L'affaire Mercosur offre à la Cour de justice l'occasion de répondre — enfin — à cette question fondamentale. Quelle que soit l'issue de cet avis, ce contentieux contribuera à préciser la portée normative des exigences environnementales dans le contrôle des accords internationaux de l'Union.
C'est peut-être là, trois décennies plus tard, que se joue la réponse à la problématique de ma thèse. L'ordre concurrentiel conservera-t-il sa prééminence sur le droit de l'environnement, ou assistons-nous aux prémices d'un rééquilibrage constitutionnel ? L'avenir nous le dira. Mais une chose est certaine : la tension entre commerce et environnement, loin d'être résolue, demeure au cœur des contradictions de la construction européenne.
Me Laurent Gimalac Docteur en droit, Avocat au Barreau de Grasse, bureau secondaire à Paris.

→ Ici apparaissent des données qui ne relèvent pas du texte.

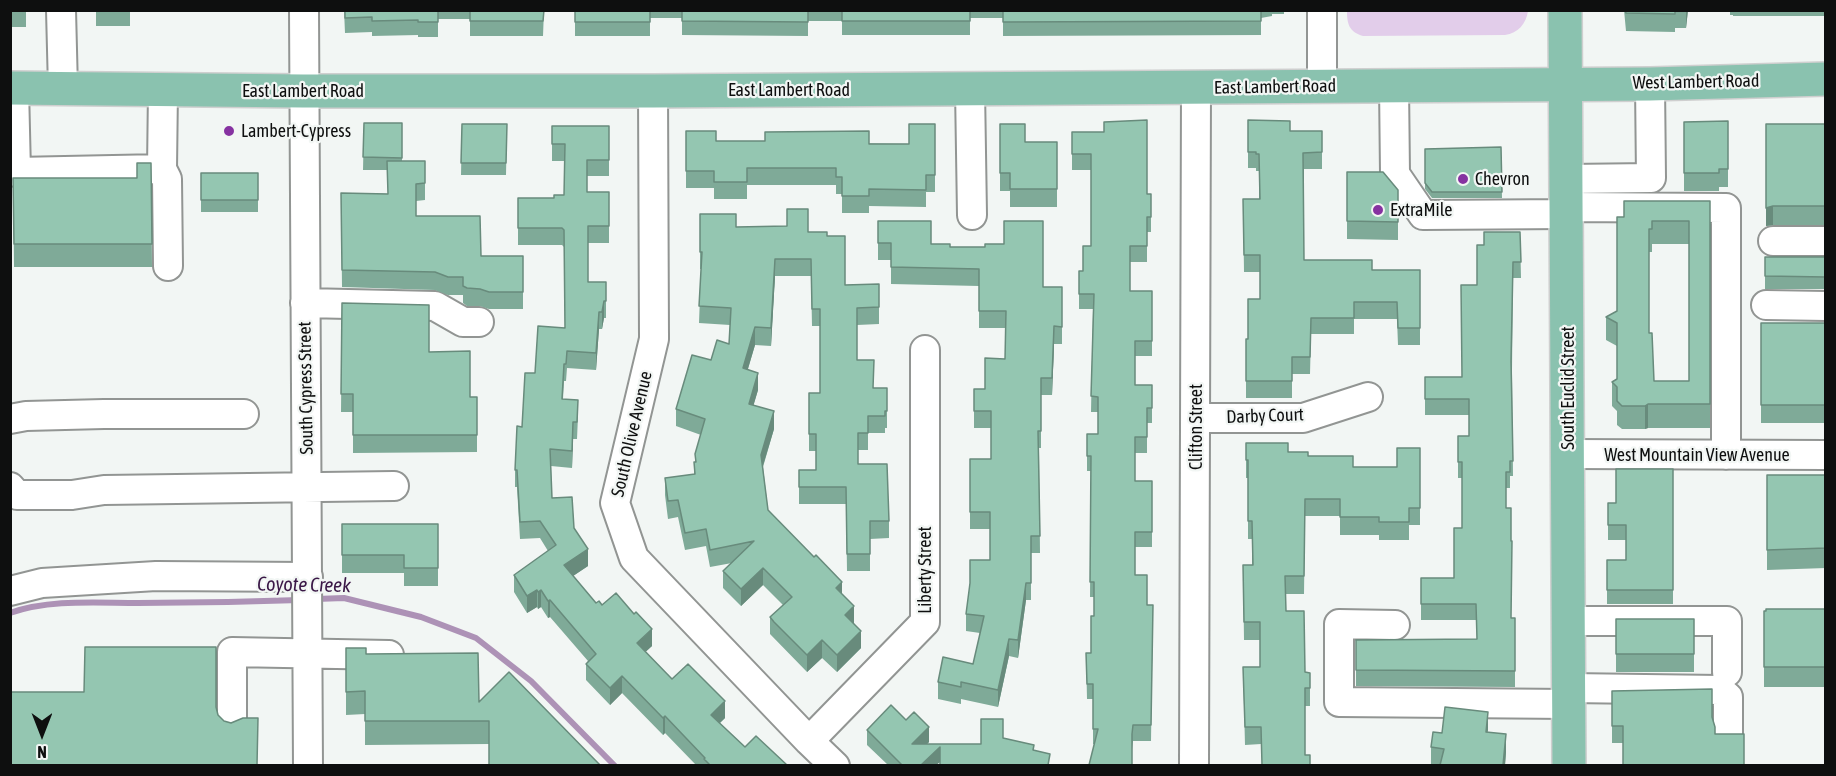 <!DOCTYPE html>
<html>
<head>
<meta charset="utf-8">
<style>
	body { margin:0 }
	#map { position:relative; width:1836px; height:776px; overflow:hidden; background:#f2f6f4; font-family:"Asap Condensed",sans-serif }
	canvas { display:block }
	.frame { position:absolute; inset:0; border:12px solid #0e0f0f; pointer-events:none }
	.north { position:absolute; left:12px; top:704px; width:60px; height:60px; -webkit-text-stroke:4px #f2f6f4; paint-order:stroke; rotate:180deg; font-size:16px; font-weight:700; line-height:24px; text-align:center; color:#0e0f0f }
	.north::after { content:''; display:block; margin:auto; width:21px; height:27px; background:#0e0f0f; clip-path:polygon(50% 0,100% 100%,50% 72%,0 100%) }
</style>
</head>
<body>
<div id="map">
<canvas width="1836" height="776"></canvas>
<div class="frame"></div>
<div class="north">N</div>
</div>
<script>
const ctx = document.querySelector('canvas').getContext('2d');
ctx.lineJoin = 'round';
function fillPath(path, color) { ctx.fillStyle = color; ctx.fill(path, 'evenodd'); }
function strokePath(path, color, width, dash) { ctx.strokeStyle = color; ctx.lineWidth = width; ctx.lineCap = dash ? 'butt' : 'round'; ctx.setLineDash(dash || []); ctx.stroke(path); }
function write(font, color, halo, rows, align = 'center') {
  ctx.font = font + ' "Asap Condensed",sans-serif'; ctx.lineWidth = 4.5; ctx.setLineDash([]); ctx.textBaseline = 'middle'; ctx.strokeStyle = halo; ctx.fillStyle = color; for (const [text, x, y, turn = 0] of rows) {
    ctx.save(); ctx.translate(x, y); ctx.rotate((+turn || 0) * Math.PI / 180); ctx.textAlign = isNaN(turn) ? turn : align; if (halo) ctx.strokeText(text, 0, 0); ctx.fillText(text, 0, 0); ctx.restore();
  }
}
fillPath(new Path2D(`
	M1347 11 1528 10V11C1526 24 1518 33 1505 35L1363 36C1349 32 1347 24 1347 11Z`), '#e2cdea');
strokePath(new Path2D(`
	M316 599 344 598 421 617 476 638 531 681 615 766
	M10 613C50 599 96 603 138 603 192 603 246 602 300 600`), '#ad92b6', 6);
const minor = new Path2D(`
	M61 10 63 89
	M304 10 308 766
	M1322 10V86
	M1394 85 1395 174 1423 215 1567 214
	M14 88 16 172 162 169 163 89
	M970 89 972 215
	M653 91 654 339 615 503 634 558 809 741 835 766
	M162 169 167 179 168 266
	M1567 179 1651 178 1650 84
	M1567 207 1726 208V455
	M1773 241H1826
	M305 303 435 306 463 322H479
	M1766 305 1826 306
	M1196 418H1303L1368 397
	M10 419 26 416 104 414H244
	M1569 454 1826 455
	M10 487 17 495H72L104 490 394 486
	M10 591 42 583 156 576 308 577
	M1569 621H1727V672
	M1395 625 1339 624V702L1569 704
	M1569 688 1720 690 1728 697V734
	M232 730V652L389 655
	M809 741 925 622V350
	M1194 766 1196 88`);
const major = new Path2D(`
	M1565 10 1569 766
	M10 88 303 91H653L1650 84 1826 79`);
strokePath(minor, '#929593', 32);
strokePath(major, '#cfcfcf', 36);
strokePath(minor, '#fff', 28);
strokePath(major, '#8ac2af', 33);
fillPath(new Path2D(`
	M10 10H26V27H10Z
	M96 10H130V26H96Z
	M344 10H544L543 36H470V19H438V37H418V35L372 36V32L345 33Z
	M575 10H1284V14H1272V16L1261 18V35L1003 36V18H970V35H842V21H808V36L682 35V18H650V36H575Z
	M1624 10H1688L1686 28H1675V32L1626 31Z
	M1730 10H1826V16H1733V15H1730Z
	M1248 120 1290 131H1322V169H1304V260L1372 270H1420V345H1398L1397 319H1354V334H1311L1310 374H1292V398H1246V339H1248L1260 299V272H1244L1243 199H1259V171H1256V168H1248Z
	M1728 121V187H1719V191H1684V122Z
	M364 123H402V161H425V200L416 201V216L481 256H523V309H489L480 306H467L463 303V295H448L435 290 342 287 341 193 388 194 387 170H363Z
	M462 124H507L506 175H461Z
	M935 124V192H926V207L869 206V213H842V194H836V185H747V199H714V188H686V131L716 141 909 144Z
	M1000 124 1025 142H1057V207H1010V191H1000Z
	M1766 124H1826V225H1773L1766 226Z
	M552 126H609V176H587V192H609V243H588V282H606V318H604L602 329H599L596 370 567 368 566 381H564L563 399 578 416 577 439H573L572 468 551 466 552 498 574 528 588 566 573 576 596 603 602 605 652 646 645 652 672 679 725 718 720 723 745 747 787 765H696L665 733 663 735 622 693 610 705 586 680V664L588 661 550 617 548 618 541 607 538 609 537 607 527 613 514 592V575L548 551 540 538 520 539 517 487H515V470L522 427 535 373 565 328 564 247 562 245H518V198H554L564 195V161H552Z
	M1072 132 1147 194H1151V232H1147V262H1130V291H1152V356H1135V385H1152V423H1147V453H1135V481H1152V547H1135V575L1147 605H1153L1151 741H1133L1132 749 1093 744V699H1087L1086 653H1091L1094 616V597H1090L1091 471H1087V434H1098V412H1091L1093 309H1079V271H1083L1091 246V170H1072Z
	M1501 147 1502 198H1432L1425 189V149Z
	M151 163 152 267H14L13 178H137Z
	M1347 172 1398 190V240L1347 239Z
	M201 173H258V212H201Z
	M1710 201V428H1648L1645 429H1622L1617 425V411L1612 406V382L1617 379V346L1606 340V317L1617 311 1624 217ZM1652 244H1689V381H1654L1649 333V252H1652Z
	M700 214 736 227 808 232 827 236 845 285 879 284V324L857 325V360L874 388H887V428H885V433H868V450H858V464L889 521V538L870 539V571H847L846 504H799V470H816V451H809V393H820V326H812L811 276H775L771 346 755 345 748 369 758 390 753 406 774 429 763 467 768 510 842 594 854 623 861 648 837 672 822 658 807 672 770 634V617L783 605 763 585 741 606 723 588V571L732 563 710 567 706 546 685 550 678 517 668 519 665 495V478L694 475V462H695V454L701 435 676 426V409L711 360 729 344 730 325 699 323 701 269H700Z
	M878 221 931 244 950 247 1043 287H1062V344H1054L1052 395H1041V448H1039L1040 553H1031V600H1026L1018 658 1009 656 998 707 961 699V704L938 699V682L973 664 980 633 966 631V614L990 560V529H970V459H991V428H974V389H985L1005 359V328H979V286L891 284V260H878Z
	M1520 232 1521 278H1513L1512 370 1513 476H1510V488H1506V508L1511 618H1515V687L1356 686V640L1477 639 1476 620H1421V578H1454L1462 528V478H1458V436H1469V415H1425V377H1462L1484 245Z
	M1765 257H1826V289H1765Z
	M342 303 429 352 470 397H477V452L353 453V412H341Z
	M1761 323H1826V423H1761Z
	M1246 443 1308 456 1353 467H1397L1420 448V525H1409V540H1379V535H1340V516H1305L1304 594H1285L1286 611 1305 672 1310 673V706H1305V755L1310 765 1261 744 1245 745 1243 667H1260V640H1244L1243 565H1252V539H1248V478H1246Z
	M1673 469V604H1607V560H1626V540H1608V503H1616Z
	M1767 475H1826V568L1767 570Z
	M342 524H438V586H404V573H342Z
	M1826 609V687H1764V611Z
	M1616 619H1694V672H1616Z
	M346 648 366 654 479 702 509 672 489 744 365 745V714L346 715Z
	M1712 689 1623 743H1612V691Z
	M867 730 929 742 927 744H981L1003 738 1034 750 1050 765 940 762 936 765H888L867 745Z
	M1488 732 1506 752 1505 765H1431V747L1442 733Z`), '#7faa98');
fillPath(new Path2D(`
	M1686 10H1688L1686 28Z
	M1773 206V225L1766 226V208Z
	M775 259V276L771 346V328Z
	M604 301V318L602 329V312Z
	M599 312V329L596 370V353Z
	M1054 326V344L1052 395V378Z
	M755 327V345L743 385V368Z
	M758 373V390L749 421V404Z
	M1648 404V428L1645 429V406Z
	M774 411V429L761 472V455Z
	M573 422V439L572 468V451Z
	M588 549V566L564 582V565Z
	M763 568V585L741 606V589Z
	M842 582V599L836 588Z
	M1026 583V600L1018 658V640Z
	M537 590V607L527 613V596Z
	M541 590V607L538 609V592Z
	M550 600V617L548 618V601Z
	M854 606V623L845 632V615Z
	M652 629V646L637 660V643Z
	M861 631V648L837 672V655Z
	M1009 639V656L998 707V690Z
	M822 640V658L807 672V655Z
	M622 676V693L610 705V688Z
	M725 701V718L711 731V715Z
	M1488 712V730L1486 750V732Z
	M665 716V733L663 735V718Z
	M929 727V742L912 759V744Z
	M1506 734V752L1505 765H1503Z
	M940 747V762L936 765H921Z`), '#688b7c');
const building = new Path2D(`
	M345 10H438V22H418V20L372 21V17L345 18Z
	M470 10H544L543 21H470Z
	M575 10H650V22H575Z
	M682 10H808V22L682 21Z
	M842 10H970V21H842Z
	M1003 10H1261V21L1003 22Z
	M1625 10H1675V14L1626 13Z
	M1147 120V194H1151V217H1147V246H1130V291H1152V341H1135V385H1152V408H1147V437H1135V481H1152V532H1135V575H1147V605H1153L1151 725H1133L1132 734V765H1089L1098 729H1093V684H1087L1086 653H1091V616H1094V582H1090L1091 456H1087V434H1098V397L1091 396 1094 294H1079V271H1083V246H1091V154H1072V132H1104V122Z
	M1248 120 1290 121V131H1322V152L1303 153 1304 260H1372V270H1420V328H1398L1397 302H1354V318H1311L1310 357H1292V381H1246V339H1248V299H1260V255H1244L1243 199H1260L1259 154H1256V152H1248Z
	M1728 121V169H1719V173H1684V122Z
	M364 123H402V158L363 157Z
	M462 124H507L506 163H461Z
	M909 124H935V175H926V190L869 189V196H842V177H836V168H747V182H714V171H686V131H716V141H765V132L869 131V144H909Z
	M1000 124H1025V142H1057V189H1010V173H1000Z
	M1766 124H1826V206H1773L1766 208Z
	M552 126H609V160H587V192H609V226H588V282H606V301H604L602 312H599L596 353 567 351 566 364H564L562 399 578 400 577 422H573L572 451 550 449 552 498 572 497 574 528 588 549 564 565 596 603 599 601 602 605 616 593 634 614 636 612 652 629 637 643 672 679 688 664 725 701 711 715 745 747 756 736 787 765H710L704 759 705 758 665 716 663 718 622 676 610 688 586 664 596 654 550 600 548 601 541 590 538 592 537 590 527 596 514 575 556 545 540 521 520 522 517 470H515L517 426 522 427 525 373H535L538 326 565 328 564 230 562 228H518V198H554V195H564L565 144H552Z
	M1501 147 1502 192H1432L1425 183V149Z
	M387 161H425V183L416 184V216H480L481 256H523V292H489L480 289 467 288 463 286V277H448L435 272 342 270 341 193 388 194Z
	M137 163H151L152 244H14L13 178H137Z
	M1347 172H1383L1398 190V222L1347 221Z
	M201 173H258V200H201Z
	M1624 201H1710V404H1648L1645 406H1622L1617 401V387L1612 382 1617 379V323L1606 317 1617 311V217H1624ZM1652 221H1689V381H1654L1652 333H1649V229H1652Z
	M787 209H808V232H827V236H845V285L879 284V307L857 308V360H874L873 388H887V411H885V416H868V433H858V464H887L889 521H870V554H847L846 487H799V470H816V434H809V393H820V309H812L811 259H775L771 328 755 327 743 368 758 373 749 404 774 411 761 455 768 510 814 557 816 555 842 582 836 588 854 606 845 615 861 631 837 655 822 640 807 655 774 622 770 617 792 597 763 568 741 589 723 571 754 541 710 550 706 529 685 533 678 500 668 501 665 478 695 474 694 462H696L695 454 705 419 676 409 692 355 711 360 717 340 729 344 731 308 699 306 702 252H700V214H736V227L787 226Z
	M878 221H931V244H950V247H985V244H1004V221H1043V287H1062V327L1054 326 1052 378H1041V431H1038L1040 536H1031V583H1026L1018 640 1009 639 998 690 961 682V687L938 682 943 657 973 664 984 616 966 614 970 583V560H990V512H970V459H991V411H974V389H985V358L1005 359 1006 311H979V269L891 267V243H878Z
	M1484 232H1520L1521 262H1513L1511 361 1513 461H1510V472H1506V508H1511V541H1512L1511 618H1515V671L1356 670V640L1477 639 1476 604H1421V578H1454V528H1462V462H1458V436H1469V399H1425V377H1462L1461 285H1477V245H1484Z
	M1765 257H1826V277L1765 276Z
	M342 303 429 305V352L470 351V397H477V435H353V394H341Z
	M1761 323H1826V405H1761Z
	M1246 443H1288V452H1308V456H1353V467H1397V448H1420V508H1409V522H1379V517H1340V499H1305L1304 576H1285L1286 611H1304L1305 672 1310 673V688H1305V755H1310V765H1262L1261 727H1245L1243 667H1260V622H1244L1243 565H1253L1252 521H1248V460H1246Z
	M1616 469H1673V590H1607V560H1626V525H1608V503H1616Z
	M1767 475H1826V548L1767 550Z
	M342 524H438V568H404V555H342Z
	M1766 609H1826V667H1764V611H1766Z
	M1616 619H1694V654H1616Z
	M85 647H216V707L218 715 224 721 231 723 243 718H258L257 765H10V692H84Z
	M346 648H366V654L478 653 479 702 509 672 600 765H489V721H365V691L346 692Z
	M1712 689V717L1715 727V734H1744V765H1623V726H1612V691Z
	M891 705 906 720 914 712 929 727 912 744H981V719H1003V738L1034 745 1033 750 1050 754 1048 765H940V747L921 765H902L867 730Z
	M1445 707 1488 712 1486 732 1506 734 1503 765H1440L1444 749 1431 747 1433 732 1442 733Z`);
fillPath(building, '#94c6b1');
strokePath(building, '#688b7c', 1.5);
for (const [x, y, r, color] of [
	[229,131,6,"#8632a1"],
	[1463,179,6,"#8632a1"],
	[1378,210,6,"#8632a1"]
]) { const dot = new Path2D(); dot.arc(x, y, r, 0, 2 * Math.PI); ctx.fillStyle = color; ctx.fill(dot); strokePath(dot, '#f2f6f4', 2); }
write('18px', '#0e0f0f', '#f2f6f4', [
	["West Lambert Road",1696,82,-1],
	["East Lambert Road",1275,87,-1],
	["East Lambert Road",789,90],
	["East Lambert Road",303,91],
	["South Cypress Street",306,388,-91],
	["South Euclid Street",1568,388,-90],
	["Darby Court",1265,416,-2],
	["Clifton Street",1196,427,-90],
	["South Olive Avenue",632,434,-77],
	["West Mountain View Avenue",1697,455],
	["Liberty Street",925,570,-90]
]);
write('18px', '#0e0f0f', '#f2f6f4', [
	["Lambert-Cypress",241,131],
	["Chevron",1475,179],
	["ExtraMile",1390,210]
], 'left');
write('italic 20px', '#3b1847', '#f2f6f4', [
	["Coyote Creek",304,585,1]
]);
</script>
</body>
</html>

Janvier 2026
Références
- L. Gimalac, Les rapports entre l'ordre concurrentiel et le droit de l'environnement dans le cadre de l'Union européenne, Thèse de doctorat, Université de Nice-Sophia Antipolis, 1997.
- Article 218, paragraphe 11, TFUE — Demande d'avis sur la compatibilité d'un accord international avec les traités.
- CJUE, Avis 2/13 du 18 décembre 2014 — Adhésion de l'Union à la CEDH.
- CJUE, Avis 1/17 du 30 avril 2019 — Accord économique et commercial global UE-Canada (CETA).
- Parlement européen, Résolution du 21 janvier 2026 demandant un avis à la CJUE sur l'accord UE-Mercosur (334 voix pour, 324 contre, 11 abstentions).
- Conseil de l'Union européenne, Décision du 9 janvier 2026 autorisant la signature de l'accord de partenariat UE-Mercosur (EMPA) et de l'accord commercial intérimaire (iTA).